(Dataset records)

# # # # #

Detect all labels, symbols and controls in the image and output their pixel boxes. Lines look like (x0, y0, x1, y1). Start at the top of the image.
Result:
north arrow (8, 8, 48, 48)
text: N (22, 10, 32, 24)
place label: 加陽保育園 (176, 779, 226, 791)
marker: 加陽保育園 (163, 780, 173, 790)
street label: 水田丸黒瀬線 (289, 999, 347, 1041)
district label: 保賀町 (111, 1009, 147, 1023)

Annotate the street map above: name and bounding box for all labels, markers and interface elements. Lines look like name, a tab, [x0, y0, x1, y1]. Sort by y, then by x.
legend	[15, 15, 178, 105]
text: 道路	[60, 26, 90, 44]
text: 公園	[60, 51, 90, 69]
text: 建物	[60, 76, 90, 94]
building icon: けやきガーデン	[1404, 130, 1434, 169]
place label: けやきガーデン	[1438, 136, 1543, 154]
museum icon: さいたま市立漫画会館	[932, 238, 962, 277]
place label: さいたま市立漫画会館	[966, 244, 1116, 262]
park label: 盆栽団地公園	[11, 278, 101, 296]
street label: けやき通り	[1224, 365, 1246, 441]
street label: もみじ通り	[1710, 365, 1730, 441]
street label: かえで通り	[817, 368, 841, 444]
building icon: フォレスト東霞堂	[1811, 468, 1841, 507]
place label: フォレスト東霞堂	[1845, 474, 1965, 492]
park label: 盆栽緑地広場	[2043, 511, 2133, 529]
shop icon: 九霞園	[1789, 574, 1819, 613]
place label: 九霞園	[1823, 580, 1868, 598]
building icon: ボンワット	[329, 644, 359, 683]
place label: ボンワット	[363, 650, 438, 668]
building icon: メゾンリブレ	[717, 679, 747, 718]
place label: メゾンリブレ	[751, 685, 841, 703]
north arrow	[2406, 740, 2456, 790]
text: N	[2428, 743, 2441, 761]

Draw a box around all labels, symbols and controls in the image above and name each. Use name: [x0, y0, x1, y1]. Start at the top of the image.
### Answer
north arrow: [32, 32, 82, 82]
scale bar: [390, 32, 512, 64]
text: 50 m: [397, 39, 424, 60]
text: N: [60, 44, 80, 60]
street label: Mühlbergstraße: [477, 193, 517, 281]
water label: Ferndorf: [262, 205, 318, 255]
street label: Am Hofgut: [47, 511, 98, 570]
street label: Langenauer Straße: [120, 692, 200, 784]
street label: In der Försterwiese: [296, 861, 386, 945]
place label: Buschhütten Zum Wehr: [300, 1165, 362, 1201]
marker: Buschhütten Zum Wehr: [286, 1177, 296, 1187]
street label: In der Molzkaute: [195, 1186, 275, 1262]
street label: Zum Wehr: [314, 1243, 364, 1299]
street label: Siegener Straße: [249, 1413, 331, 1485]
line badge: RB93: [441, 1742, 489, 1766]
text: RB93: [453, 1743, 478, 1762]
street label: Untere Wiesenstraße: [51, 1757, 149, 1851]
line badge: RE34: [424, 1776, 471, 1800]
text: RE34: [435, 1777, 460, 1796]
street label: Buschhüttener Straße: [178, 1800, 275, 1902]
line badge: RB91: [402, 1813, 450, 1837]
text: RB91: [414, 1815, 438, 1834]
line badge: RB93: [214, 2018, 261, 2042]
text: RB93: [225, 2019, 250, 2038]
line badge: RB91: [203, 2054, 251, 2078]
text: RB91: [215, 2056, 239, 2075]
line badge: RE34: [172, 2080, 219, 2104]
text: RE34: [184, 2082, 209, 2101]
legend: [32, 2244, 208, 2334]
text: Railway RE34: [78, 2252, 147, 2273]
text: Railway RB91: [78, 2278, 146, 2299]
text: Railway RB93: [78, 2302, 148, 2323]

# # # # #

(Task brief) Your reply should repeat the entire listing, word for word and complete.

(Written solution)
Detect all labels, symbols and controls in the image and output their pixel boxes. Lines look like (x0, y0, x1, y1). Start at the top of the image.
Result:
north arrow (8, 8, 48, 48)
text: N (22, 10, 32, 24)
place label: 加陽保育園 (176, 779, 226, 791)
marker: 加陽保育園 (163, 780, 173, 790)
street label: 水田丸黒瀬線 (289, 999, 347, 1041)
district label: 保賀町 (111, 1009, 147, 1023)

Annotate the street map above: name and bounding box for all labels, markers and interface elements. Lines look like name, a tab, [x0, y0, x1, y1]. Sort by y, then by x.
legend	[15, 15, 178, 105]
text: 道路	[60, 26, 90, 44]
text: 公園	[60, 51, 90, 69]
text: 建物	[60, 76, 90, 94]
building icon: けやきガーデン	[1404, 130, 1434, 169]
place label: けやきガーデン	[1438, 136, 1543, 154]
museum icon: さいたま市立漫画会館	[932, 238, 962, 277]
place label: さいたま市立漫画会館	[966, 244, 1116, 262]
park label: 盆栽団地公園	[11, 278, 101, 296]
street label: けやき通り	[1224, 365, 1246, 441]
street label: もみじ通り	[1710, 365, 1730, 441]
street label: かえで通り	[817, 368, 841, 444]
building icon: フォレスト東霞堂	[1811, 468, 1841, 507]
place label: フォレスト東霞堂	[1845, 474, 1965, 492]
park label: 盆栽緑地広場	[2043, 511, 2133, 529]
shop icon: 九霞園	[1789, 574, 1819, 613]
place label: 九霞園	[1823, 580, 1868, 598]
building icon: ボンワット	[329, 644, 359, 683]
place label: ボンワット	[363, 650, 438, 668]
building icon: メゾンリブレ	[717, 679, 747, 718]
place label: メゾンリブレ	[751, 685, 841, 703]
north arrow	[2406, 740, 2456, 790]
text: N	[2428, 743, 2441, 761]

Draw a box around all labels, symbols and controls in the image above and name each. Use name: [x0, y0, x1, y1]. Start at the top of the image.
### Answer
north arrow: [32, 32, 82, 82]
scale bar: [390, 32, 512, 64]
text: 50 m: [397, 39, 424, 60]
text: N: [60, 44, 80, 60]
street label: Mühlbergstraße: [477, 193, 517, 281]
water label: Ferndorf: [262, 205, 318, 255]
street label: Am Hofgut: [47, 511, 98, 570]
street label: Langenauer Straße: [120, 692, 200, 784]
street label: In der Försterwiese: [296, 861, 386, 945]
place label: Buschhütten Zum Wehr: [300, 1165, 362, 1201]
marker: Buschhütten Zum Wehr: [286, 1177, 296, 1187]
street label: In der Molzkaute: [195, 1186, 275, 1262]
street label: Zum Wehr: [314, 1243, 364, 1299]
street label: Siegener Straße: [249, 1413, 331, 1485]
line badge: RB93: [441, 1742, 489, 1766]
text: RB93: [453, 1743, 478, 1762]
street label: Untere Wiesenstraße: [51, 1757, 149, 1851]
line badge: RE34: [424, 1776, 471, 1800]
text: RE34: [435, 1777, 460, 1796]
street label: Buschhüttener Straße: [178, 1800, 275, 1902]
line badge: RB91: [402, 1813, 450, 1837]
text: RB91: [414, 1815, 438, 1834]
line badge: RB93: [214, 2018, 261, 2042]
text: RB93: [225, 2019, 250, 2038]
line badge: RB91: [203, 2054, 251, 2078]
text: RB91: [215, 2056, 239, 2075]
line badge: RE34: [172, 2080, 219, 2104]
text: RE34: [184, 2082, 209, 2101]
legend: [32, 2244, 208, 2334]
text: Railway RE34: [78, 2252, 147, 2273]
text: Railway RB91: [78, 2278, 146, 2299]
text: Railway RB93: [78, 2302, 148, 2323]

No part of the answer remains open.